Task instructions – The answer should consist of all the entries, repeated word for word.

Stored data:
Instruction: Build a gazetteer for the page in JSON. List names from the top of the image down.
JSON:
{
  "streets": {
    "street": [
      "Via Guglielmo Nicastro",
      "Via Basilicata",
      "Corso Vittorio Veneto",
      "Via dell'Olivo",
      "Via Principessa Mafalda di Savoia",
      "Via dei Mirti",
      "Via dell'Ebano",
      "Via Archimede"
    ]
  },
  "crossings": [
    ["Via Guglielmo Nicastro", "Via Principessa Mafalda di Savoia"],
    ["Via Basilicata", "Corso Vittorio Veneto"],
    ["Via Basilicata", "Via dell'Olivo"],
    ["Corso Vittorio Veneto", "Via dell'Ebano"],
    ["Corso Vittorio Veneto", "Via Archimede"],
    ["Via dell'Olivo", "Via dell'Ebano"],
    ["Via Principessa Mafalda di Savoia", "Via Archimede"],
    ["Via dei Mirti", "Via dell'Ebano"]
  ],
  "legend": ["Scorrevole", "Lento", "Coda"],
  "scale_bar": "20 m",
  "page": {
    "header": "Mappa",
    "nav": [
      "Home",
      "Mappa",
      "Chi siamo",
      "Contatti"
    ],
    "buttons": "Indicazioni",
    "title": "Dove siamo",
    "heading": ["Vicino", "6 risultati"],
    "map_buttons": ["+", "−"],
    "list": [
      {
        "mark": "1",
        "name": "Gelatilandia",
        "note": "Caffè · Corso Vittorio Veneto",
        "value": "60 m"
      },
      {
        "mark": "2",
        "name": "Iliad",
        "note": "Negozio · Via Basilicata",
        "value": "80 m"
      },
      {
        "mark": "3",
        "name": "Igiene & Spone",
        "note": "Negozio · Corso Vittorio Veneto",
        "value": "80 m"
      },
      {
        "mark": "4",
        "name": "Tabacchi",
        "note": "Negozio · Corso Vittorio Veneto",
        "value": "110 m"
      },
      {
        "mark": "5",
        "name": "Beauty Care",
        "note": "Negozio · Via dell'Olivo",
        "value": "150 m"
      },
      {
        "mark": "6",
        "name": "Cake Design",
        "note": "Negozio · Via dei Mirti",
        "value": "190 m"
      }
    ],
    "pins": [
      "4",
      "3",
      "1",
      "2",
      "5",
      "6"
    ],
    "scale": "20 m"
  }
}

Reply –
Instruction: Build a gazetteer for the page in JSON. List names from the top of the image down.
JSON:
{
  "streets": {
    "street": [
      "Via Guglielmo Nicastro",
      "Via Basilicata",
      "Corso Vittorio Veneto",
      "Via dell'Olivo",
      "Via Principessa Mafalda di Savoia",
      "Via dei Mirti",
      "Via dell'Ebano",
      "Via Archimede"
    ]
  },
  "crossings": [
    ["Via Guglielmo Nicastro", "Via Principessa Mafalda di Savoia"],
    ["Via Basilicata", "Corso Vittorio Veneto"],
    ["Via Basilicata", "Via dell'Olivo"],
    ["Corso Vittorio Veneto", "Via dell'Ebano"],
    ["Corso Vittorio Veneto", "Via Archimede"],
    ["Via dell'Olivo", "Via dell'Ebano"],
    ["Via Principessa Mafalda di Savoia", "Via Archimede"],
    ["Via dei Mirti", "Via dell'Ebano"]
  ],
  "legend": ["Scorrevole", "Lento", "Coda"],
  "scale_bar": "20 m",
  "page": {
    "header": "Mappa",
    "nav": [
      "Home",
      "Mappa",
      "Chi siamo",
      "Contatti"
    ],
    "buttons": "Indicazioni",
    "title": "Dove siamo",
    "heading": ["Vicino", "6 risultati"],
    "map_buttons": ["+", "−"],
    "list": [
      {
        "mark": "1",
        "name": "Gelatilandia",
        "note": "Caffè · Corso Vittorio Veneto",
        "value": "60 m"
      },
      {
        "mark": "2",
        "name": "Iliad",
        "note": "Negozio · Via Basilicata",
        "value": "80 m"
      },
      {
        "mark": "3",
        "name": "Igiene & Spone",
        "note": "Negozio · Corso Vittorio Veneto",
        "value": "80 m"
      },
      {
        "mark": "4",
        "name": "Tabacchi",
        "note": "Negozio · Corso Vittorio Veneto",
        "value": "110 m"
      },
      {
        "mark": "5",
        "name": "Beauty Care",
        "note": "Negozio · Via dell'Olivo",
        "value": "150 m"
      },
      {
        "mark": "6",
        "name": "Cake Design",
        "note": "Negozio · Via dei Mirti",
        "value": "190 m"
      }
    ],
    "pins": [
      "4",
      "3",
      "1",
      "2",
      "5",
      "6"
    ],
    "scale": "20 m"
  }
}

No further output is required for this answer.